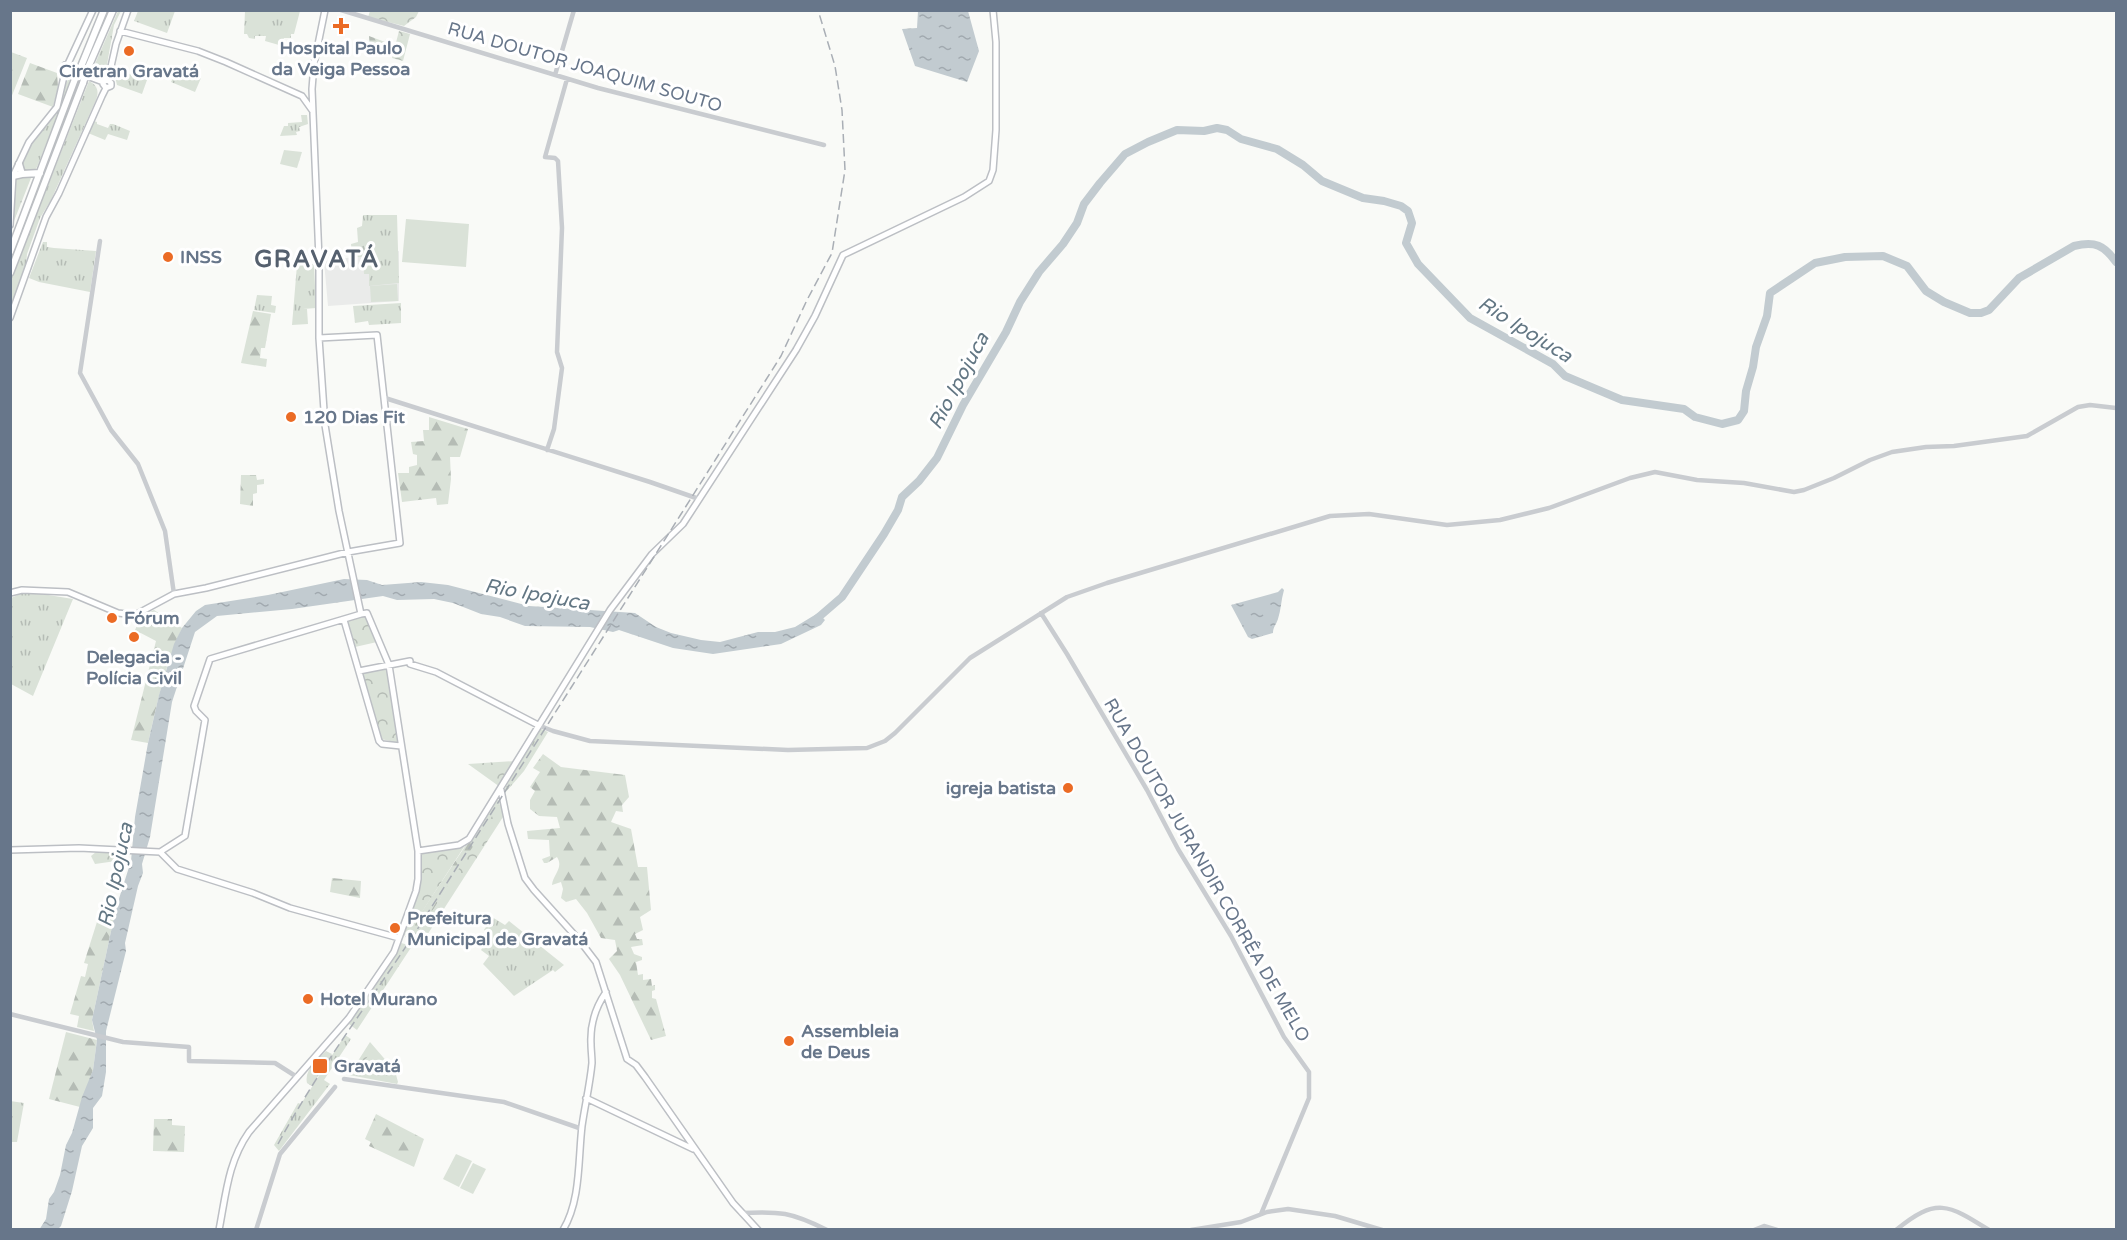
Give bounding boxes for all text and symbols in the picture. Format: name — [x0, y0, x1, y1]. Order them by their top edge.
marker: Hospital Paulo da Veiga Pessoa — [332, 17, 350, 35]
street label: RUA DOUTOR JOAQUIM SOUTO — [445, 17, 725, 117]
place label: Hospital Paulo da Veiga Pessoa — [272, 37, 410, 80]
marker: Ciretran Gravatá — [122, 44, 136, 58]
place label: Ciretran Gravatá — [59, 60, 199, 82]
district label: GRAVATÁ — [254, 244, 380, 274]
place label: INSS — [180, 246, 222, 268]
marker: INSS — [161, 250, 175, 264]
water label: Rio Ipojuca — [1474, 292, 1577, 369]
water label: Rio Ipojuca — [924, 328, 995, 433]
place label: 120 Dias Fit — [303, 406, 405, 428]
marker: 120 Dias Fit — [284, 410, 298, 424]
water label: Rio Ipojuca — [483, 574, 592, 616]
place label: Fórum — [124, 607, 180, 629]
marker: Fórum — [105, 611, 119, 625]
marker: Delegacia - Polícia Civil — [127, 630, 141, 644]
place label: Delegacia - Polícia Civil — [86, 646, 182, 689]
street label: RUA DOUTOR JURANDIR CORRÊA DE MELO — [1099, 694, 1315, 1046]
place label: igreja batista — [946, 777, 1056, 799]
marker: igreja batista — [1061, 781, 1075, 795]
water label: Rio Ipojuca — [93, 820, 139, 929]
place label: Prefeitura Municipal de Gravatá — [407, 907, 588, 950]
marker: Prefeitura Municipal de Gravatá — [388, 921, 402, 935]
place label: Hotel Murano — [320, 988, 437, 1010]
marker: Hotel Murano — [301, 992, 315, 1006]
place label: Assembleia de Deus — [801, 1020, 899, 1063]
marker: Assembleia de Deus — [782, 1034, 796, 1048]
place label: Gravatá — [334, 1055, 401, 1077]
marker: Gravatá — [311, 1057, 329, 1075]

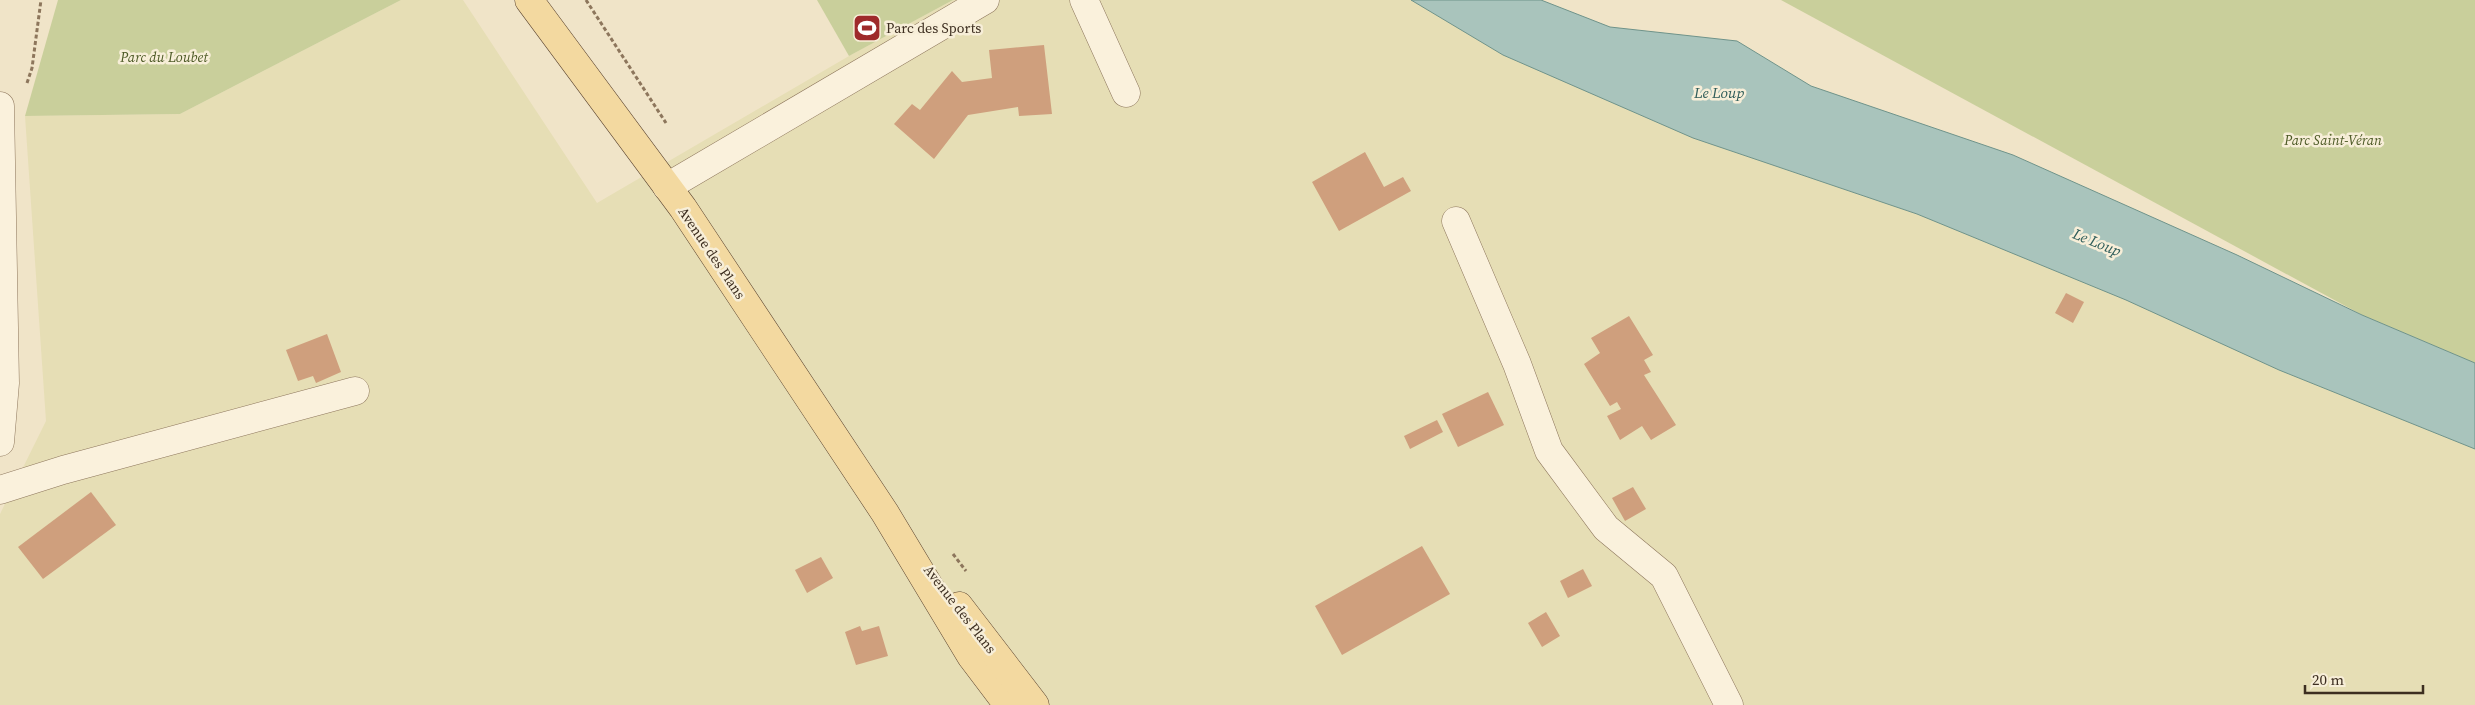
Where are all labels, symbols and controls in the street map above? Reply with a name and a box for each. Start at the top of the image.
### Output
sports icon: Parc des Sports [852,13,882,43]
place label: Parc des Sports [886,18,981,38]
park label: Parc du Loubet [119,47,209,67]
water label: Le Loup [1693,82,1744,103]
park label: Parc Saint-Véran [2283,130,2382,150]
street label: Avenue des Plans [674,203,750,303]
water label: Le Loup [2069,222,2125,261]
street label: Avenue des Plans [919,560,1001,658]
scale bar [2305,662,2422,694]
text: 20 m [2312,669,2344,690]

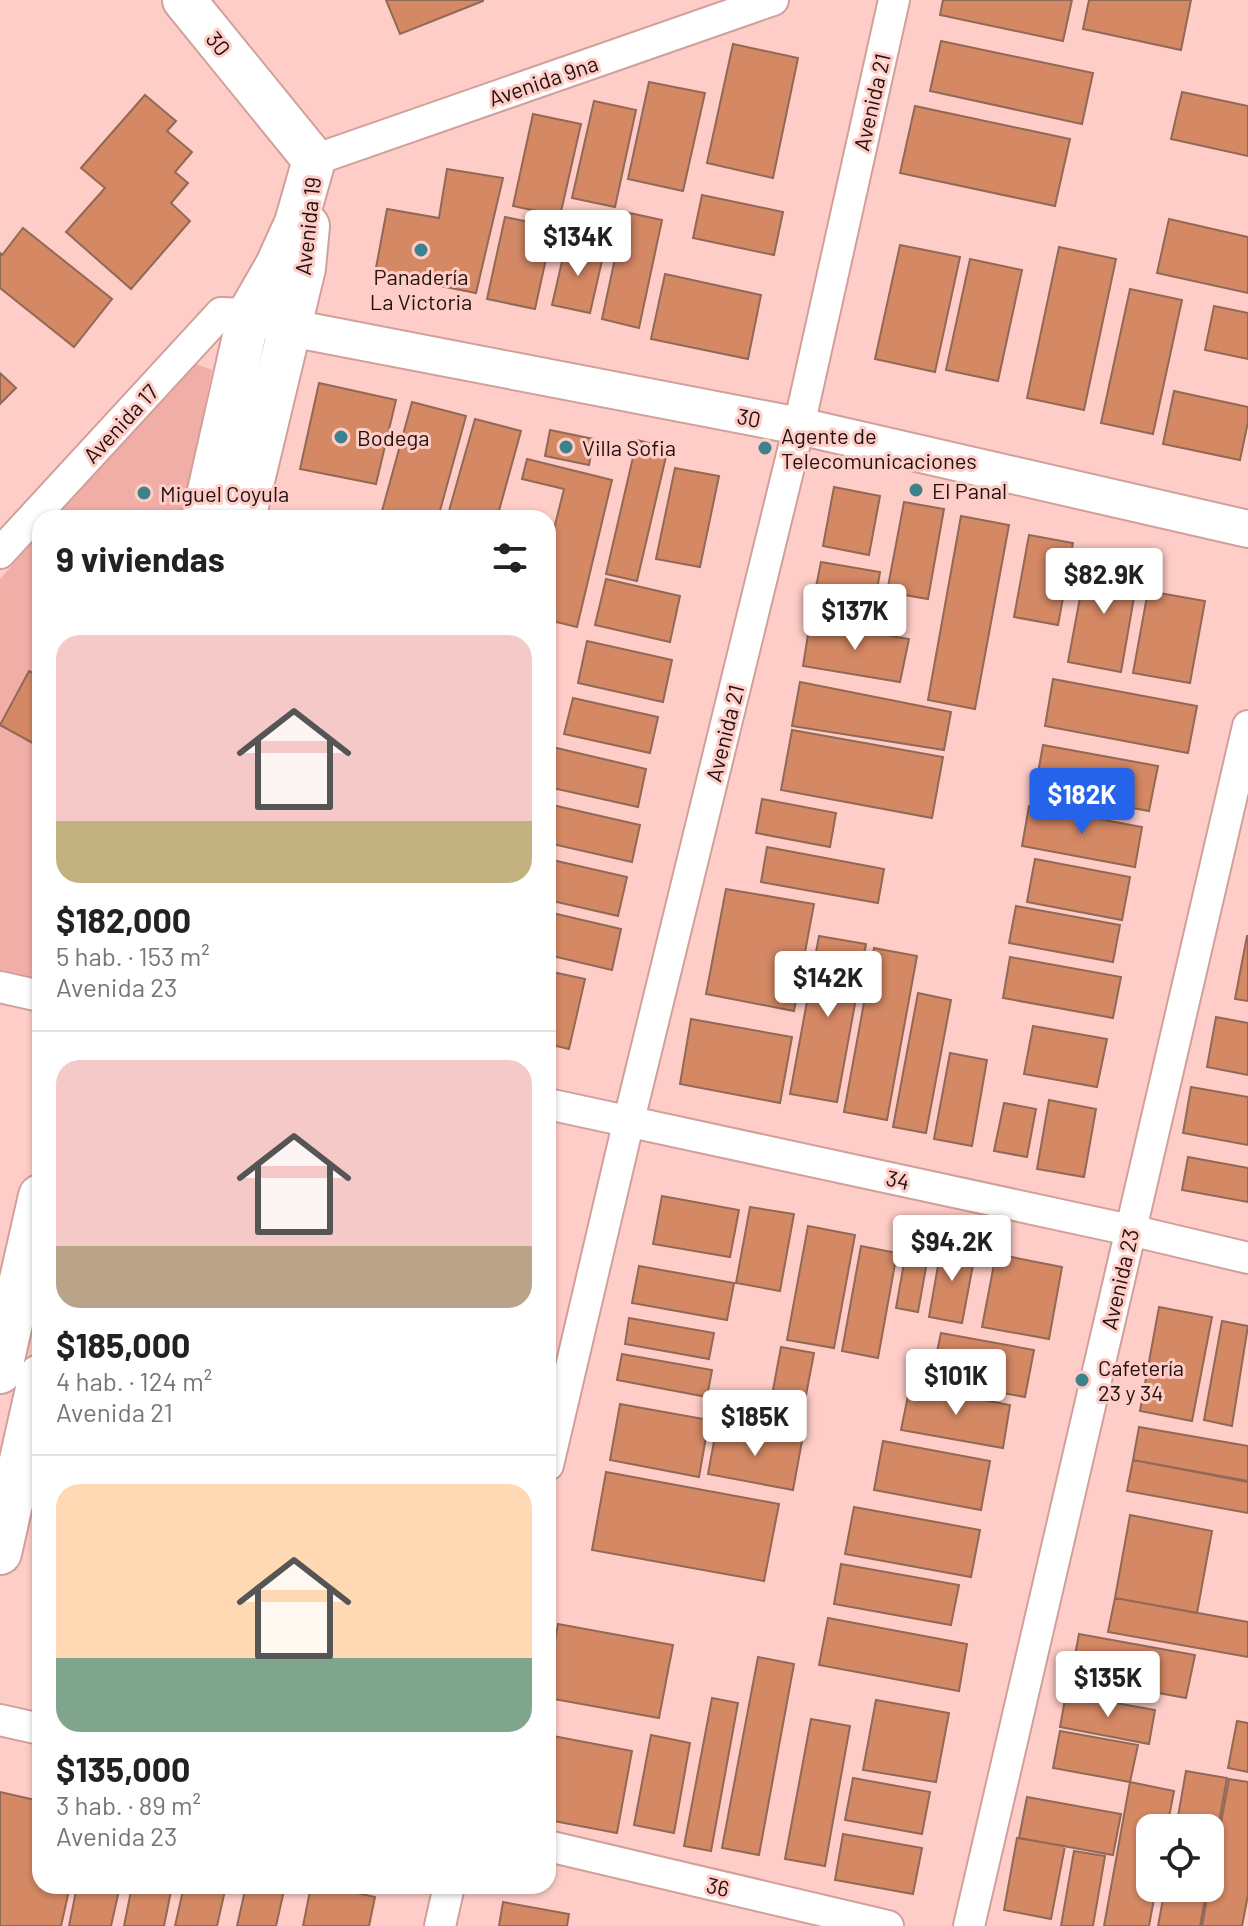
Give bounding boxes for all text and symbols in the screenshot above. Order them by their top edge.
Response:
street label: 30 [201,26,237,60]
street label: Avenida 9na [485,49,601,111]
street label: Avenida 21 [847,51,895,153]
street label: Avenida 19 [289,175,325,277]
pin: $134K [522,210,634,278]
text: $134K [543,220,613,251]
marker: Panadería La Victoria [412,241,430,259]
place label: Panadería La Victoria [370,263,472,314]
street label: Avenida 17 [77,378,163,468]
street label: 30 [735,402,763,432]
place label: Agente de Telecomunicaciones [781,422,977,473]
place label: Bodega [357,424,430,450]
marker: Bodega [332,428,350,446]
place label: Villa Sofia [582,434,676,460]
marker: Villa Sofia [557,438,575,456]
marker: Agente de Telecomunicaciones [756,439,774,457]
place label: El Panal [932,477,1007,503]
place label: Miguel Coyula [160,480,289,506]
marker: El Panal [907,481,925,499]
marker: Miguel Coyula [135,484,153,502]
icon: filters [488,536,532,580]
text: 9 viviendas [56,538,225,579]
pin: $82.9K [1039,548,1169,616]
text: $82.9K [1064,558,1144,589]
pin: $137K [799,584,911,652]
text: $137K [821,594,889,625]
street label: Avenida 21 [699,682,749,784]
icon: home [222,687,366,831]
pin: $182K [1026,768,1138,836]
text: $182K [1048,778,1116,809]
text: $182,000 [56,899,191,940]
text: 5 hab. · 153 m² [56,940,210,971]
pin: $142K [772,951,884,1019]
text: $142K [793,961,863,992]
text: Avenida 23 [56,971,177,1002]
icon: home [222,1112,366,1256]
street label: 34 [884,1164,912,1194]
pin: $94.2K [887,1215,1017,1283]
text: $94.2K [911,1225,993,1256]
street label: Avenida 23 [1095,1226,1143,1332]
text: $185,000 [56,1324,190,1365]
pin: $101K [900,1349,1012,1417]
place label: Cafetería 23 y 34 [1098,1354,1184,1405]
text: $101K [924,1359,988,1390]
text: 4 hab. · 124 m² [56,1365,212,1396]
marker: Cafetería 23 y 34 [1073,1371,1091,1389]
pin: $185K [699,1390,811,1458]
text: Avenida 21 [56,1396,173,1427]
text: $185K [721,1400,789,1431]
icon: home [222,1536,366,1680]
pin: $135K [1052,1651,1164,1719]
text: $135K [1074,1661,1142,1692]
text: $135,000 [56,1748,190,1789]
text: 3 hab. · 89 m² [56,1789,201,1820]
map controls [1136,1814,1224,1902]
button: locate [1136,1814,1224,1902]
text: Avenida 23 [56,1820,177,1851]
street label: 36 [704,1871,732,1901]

**Exercise brief:** Determine how many lines above contain the word "Telecomunicaciones", then give the number by itself.

**Response:** 2